▶ _Work to be completed_:
Copy every line in the records below that contains the word "controls".

- Opening Delimiter -

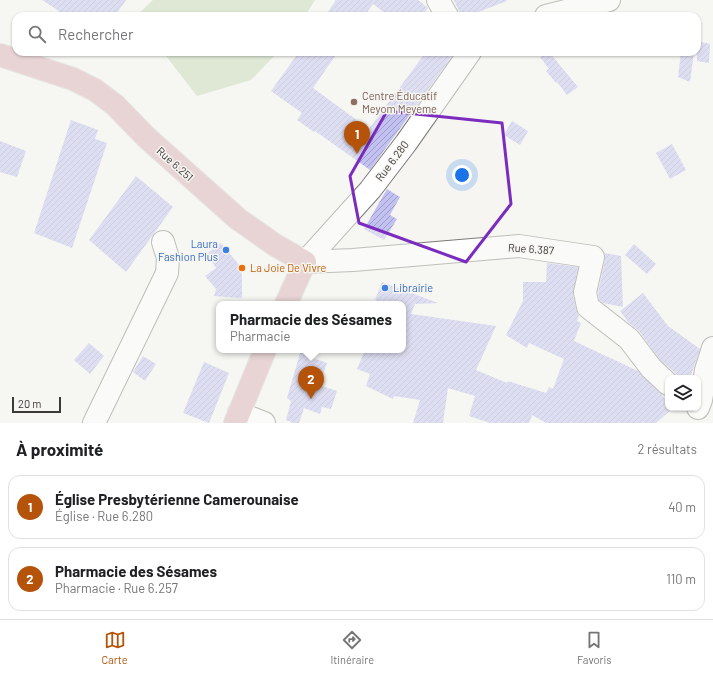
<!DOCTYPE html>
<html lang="fr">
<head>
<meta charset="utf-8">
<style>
  :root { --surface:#fff; --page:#f6f6f6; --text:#202124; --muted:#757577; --line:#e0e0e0; --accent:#b45309 }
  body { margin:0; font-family:Barlow,sans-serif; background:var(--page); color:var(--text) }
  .controls { position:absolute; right:12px; bottom:12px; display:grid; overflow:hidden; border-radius:8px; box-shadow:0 1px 3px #0004 }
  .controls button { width:36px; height:36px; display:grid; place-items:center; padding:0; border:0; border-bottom:1px solid var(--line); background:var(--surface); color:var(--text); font:20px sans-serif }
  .scale { position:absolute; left:12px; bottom:10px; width:49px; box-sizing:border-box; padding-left:4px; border:2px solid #3b3a39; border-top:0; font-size:11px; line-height:14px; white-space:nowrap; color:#3b3a39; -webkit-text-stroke:3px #f6f5f2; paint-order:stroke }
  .you { position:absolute; left:462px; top:175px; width:14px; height:14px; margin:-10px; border:3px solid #fff; border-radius:50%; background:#1a73e8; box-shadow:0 0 0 6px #1a73e833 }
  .badge { display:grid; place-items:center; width:26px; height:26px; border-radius:50%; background:var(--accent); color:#fff; font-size:13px; font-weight:700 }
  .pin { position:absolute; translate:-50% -33px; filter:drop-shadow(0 1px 2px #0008) }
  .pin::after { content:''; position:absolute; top:21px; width:14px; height:12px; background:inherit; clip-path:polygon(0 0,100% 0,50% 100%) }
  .popup { position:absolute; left:216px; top:301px; width:190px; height:52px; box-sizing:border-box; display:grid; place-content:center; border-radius:8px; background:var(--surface); filter:drop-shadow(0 1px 3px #0005); font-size:13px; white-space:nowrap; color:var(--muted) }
  .popup b { font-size:15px; color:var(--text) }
  .popup::after { content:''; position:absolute; left:50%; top:100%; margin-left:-8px; border:8px solid transparent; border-top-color:var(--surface) }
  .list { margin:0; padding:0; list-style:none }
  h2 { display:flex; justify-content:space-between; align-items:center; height:52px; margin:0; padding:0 16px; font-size:17px }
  h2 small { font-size:13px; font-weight:400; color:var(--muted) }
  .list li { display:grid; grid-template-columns:26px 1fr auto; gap:12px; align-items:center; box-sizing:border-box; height:64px; margin:0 8px 8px; padding:0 8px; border:1px solid var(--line); border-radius:12px }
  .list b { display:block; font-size:15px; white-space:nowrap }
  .list p { margin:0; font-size:13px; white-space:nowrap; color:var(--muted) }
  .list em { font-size:13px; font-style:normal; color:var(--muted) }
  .icon { flex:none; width:22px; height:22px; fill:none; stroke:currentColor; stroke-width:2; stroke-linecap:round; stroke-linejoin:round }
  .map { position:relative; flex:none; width:713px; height:423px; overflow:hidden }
  .search { position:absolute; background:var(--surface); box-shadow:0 1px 3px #0004; left:12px; right:12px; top:12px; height:44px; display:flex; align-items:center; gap:10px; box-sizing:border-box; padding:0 14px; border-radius:12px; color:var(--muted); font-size:15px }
  .sheet { height:196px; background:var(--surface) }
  nav { display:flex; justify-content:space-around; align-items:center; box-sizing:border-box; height:56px; border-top:1px solid var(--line); background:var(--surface); font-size:11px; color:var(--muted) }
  nav a { display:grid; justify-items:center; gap:2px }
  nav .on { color:var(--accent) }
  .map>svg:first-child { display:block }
</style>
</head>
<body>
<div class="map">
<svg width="713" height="423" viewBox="0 0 713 423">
  <defs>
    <pattern id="building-hatch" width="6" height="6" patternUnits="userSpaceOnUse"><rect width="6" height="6" fill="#c2c1f2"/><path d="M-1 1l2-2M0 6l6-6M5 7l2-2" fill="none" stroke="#9f9ec5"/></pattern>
  </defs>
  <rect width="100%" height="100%" fill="#f6f5f2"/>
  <g fill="#c1d8b1">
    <path d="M 153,0 L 315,0 L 305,16 L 136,16 Z"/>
    <path d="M 163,52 L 278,52 L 251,80 L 197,96 Z"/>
  </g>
  <g fill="url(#building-hatch)">
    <path d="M 42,0 L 126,0 L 115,16 L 56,16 L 59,11 Z"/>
    <path d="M 336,0 L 418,0 L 428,8 L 422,16 L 389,16 L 373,4 L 364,16 L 325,16 Z"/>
    <path d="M 454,0 L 506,0 L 507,1 L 468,16 L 461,16 Z"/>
    <path d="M 697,41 L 710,44 L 709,63 L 697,61 Z"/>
    <path d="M 299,52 L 338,52 L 313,88 L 369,129 L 426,52 L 455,52 L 370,170 L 315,131 L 314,132 L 297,120 L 302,113 L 271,91 Z"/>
    <path d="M 549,52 L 578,87 L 567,95 L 557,82 L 556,83 L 546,71 L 549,69 L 540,57 Z"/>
    <path d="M 681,52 L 694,52 L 690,82 L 678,77 Z"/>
    <path d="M 71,120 L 98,130 L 95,139 L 107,143 L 72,248 L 34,233 Z"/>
    <path d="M 512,121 L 528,131 L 520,145 L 504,135 Z"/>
    <path d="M 0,141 L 26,151 L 17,177 L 0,172 Z"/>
    <path d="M 672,144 L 686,170 L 670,179 L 656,153 Z"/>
    <path d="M 136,176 L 173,207 L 126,272 L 89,240 Z"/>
    <path d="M 387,189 L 400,197 L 390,215 L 397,219 L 384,240 L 364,229 Z"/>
    <path d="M 221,243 L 240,266 L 242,276 L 242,298 L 214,296 L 216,289 L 205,276 L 216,268 L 207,254 Z"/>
    <path d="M 634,244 L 656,264 L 647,274 L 625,255 Z"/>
    <path d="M 605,253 L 621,256 L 623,307 L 603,303 L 599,300 L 598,292 L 605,260 Z"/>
    <path d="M 547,263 L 578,267 L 573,294 L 576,309 L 579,315 L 577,321 L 581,323 L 574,341 L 638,371 L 661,394 L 668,402 L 668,408 L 673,408 L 656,423 L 546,423 L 532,415 L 529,423 L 490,423 L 469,416 L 475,396 L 448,388 L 443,423 L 413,423 L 420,400 L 394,396 L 393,399 L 366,386 L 370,374 L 357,369 L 365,350 L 403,350 L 403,304 L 385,304 L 375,300 L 382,282 L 438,303 L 415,304 L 411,314 L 496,326 L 476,370 L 507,383 L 508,381 L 546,393 L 549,387 L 553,389 L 564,359 L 529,343 L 527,348 L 506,335 L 523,301 L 523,282 L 546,282 Z"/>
    <path d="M 643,293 L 668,326 L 700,349 L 690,378 L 681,378 L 660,360 L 639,331 L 629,323 L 620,311 Z"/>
    <path d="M 89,343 L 104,356 L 90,374 L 74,360 Z"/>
    <path d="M 301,350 L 316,350 L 313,358 L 327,363 L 319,385 L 337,391 L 331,409 L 322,407 L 320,414 L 304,408 L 299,423 L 293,423 L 286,420 L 291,401 L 287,398 Z"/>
    <path d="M 143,356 L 156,364 L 145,381 L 133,372 Z"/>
    <path d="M 204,362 L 229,373 L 209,423 L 183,413 Z"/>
  </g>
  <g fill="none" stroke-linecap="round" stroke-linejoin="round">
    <g stroke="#7b7a78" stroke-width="24">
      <g id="minor">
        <path d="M 438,0 L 447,16"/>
        <path d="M 546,16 L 609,0"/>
        <path d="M 305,262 L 353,260 L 519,246 L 593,257 L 585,292 L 588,307 L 629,339 L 651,368 L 668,384"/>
        <path d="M 305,262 L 370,190 L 406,143 L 470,52"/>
        <path d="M 698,408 L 701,400 L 706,370 L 713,348"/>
        <path d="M 239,413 L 264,423"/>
        <path d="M 94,423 L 167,273 L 168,258 L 163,242"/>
      </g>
    </g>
    <g stroke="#d0d0cf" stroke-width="24">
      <g id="major">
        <path d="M 0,55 L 73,79 L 95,90 L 115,105 L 146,137 L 238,219 L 275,245 L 305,262 L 286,304"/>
        <path d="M 235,423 L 265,350"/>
      </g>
    </g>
    <use href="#minor" stroke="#fff" stroke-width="22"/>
    <use href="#major" stroke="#d9acb2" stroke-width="22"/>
  </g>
  <path d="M0 0H713V423H0ZM 387,111 L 502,123 L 511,204 L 466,262 L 359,223 L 350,176 Z" fill="#f6f5f2" fill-opacity=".55" fill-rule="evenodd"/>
  <path fill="none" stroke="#7b2cbf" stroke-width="3" stroke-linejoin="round" d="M 387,111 L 502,123 L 511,204 L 466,262 L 359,223 L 350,176 Z"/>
  <circle fill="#8d6e63" stroke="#f6f5f2" stroke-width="1.5" cx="354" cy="102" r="4"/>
  <g fill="#3f7fe0" stroke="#f6f5f2" stroke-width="1.5">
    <circle cx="226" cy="250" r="4"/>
    <circle cx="385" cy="288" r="4"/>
  </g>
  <circle fill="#e8710a" stroke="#f6f5f2" stroke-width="1.5" cx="242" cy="268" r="4"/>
  <g text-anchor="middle" stroke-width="3" stroke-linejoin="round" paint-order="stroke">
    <g font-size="11" fill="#785e54" stroke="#f6f5f2" text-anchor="start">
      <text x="362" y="100">Centre Éducatif<tspan x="362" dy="13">Meyom Meyeme</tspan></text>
    </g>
    <g font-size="11" fill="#3b3a39" stroke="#f6f5f2">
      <text transform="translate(392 161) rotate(-53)" y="4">Rue 6.280</text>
      <text transform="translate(175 164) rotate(42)" y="4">Rue 6.251</text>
      <text transform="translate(531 249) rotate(4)" y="4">Rue 6.387</text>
    </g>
    <g font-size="11" fill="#366cbe" stroke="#f6f5f2" text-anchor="end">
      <text x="218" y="248">Laura<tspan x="218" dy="13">Fashion Plus</tspan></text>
      <text x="393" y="292" text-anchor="start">Librairie</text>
    </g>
    <g font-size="11" fill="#c56008" stroke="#f6f5f2" text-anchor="start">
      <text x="250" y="272">La Joie De Vivre</text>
    </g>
  </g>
</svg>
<div class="controls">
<button><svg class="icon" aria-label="layers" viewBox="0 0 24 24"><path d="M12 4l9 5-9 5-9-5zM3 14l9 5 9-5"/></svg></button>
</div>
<div class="scale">20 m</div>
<div class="you"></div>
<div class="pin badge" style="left:357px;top:154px">1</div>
<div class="pin badge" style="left:311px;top:399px">2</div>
<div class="popup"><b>Pharmacie des Sésames</b>Pharmacie</div>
<div class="search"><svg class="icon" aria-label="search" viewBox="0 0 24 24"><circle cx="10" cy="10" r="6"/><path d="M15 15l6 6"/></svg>Rechercher</div>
</div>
<section class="sheet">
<h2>À proximité<small>2 résultats</small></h2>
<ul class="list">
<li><span class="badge">1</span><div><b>Église Presbytérienne Camerounaise</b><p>Église · Rue 6.280</p></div><em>40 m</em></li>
<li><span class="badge">2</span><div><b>Pharmacie des Sésames</b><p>Pharmacie · Rue 6.257</p></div><em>110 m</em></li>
</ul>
</section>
<nav>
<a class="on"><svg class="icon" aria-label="map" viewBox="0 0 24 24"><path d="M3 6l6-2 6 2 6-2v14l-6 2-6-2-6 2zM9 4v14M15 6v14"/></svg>Carte</a>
<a><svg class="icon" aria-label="directions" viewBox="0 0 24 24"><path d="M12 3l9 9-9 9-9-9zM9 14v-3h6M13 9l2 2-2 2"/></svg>Itinéraire</a>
<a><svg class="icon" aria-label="saved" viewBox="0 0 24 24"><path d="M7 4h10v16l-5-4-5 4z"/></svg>Favoris</a>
</nav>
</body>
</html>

- Closing Delimiter -

▶ _Task output_:
  .controls { position:absolute; right:12px; bottom:12px; display:grid; overflow:hidden; border-radius:8px; box-shadow:0 1px 3px #0004 }
  .controls button { width:36px; height:36px; display:grid; place-items:center; padding:0; border:0; border-bottom:1px solid var(--line); background:var(--surface); color:var(--text); font:20px sans-serif }
<div class="controls">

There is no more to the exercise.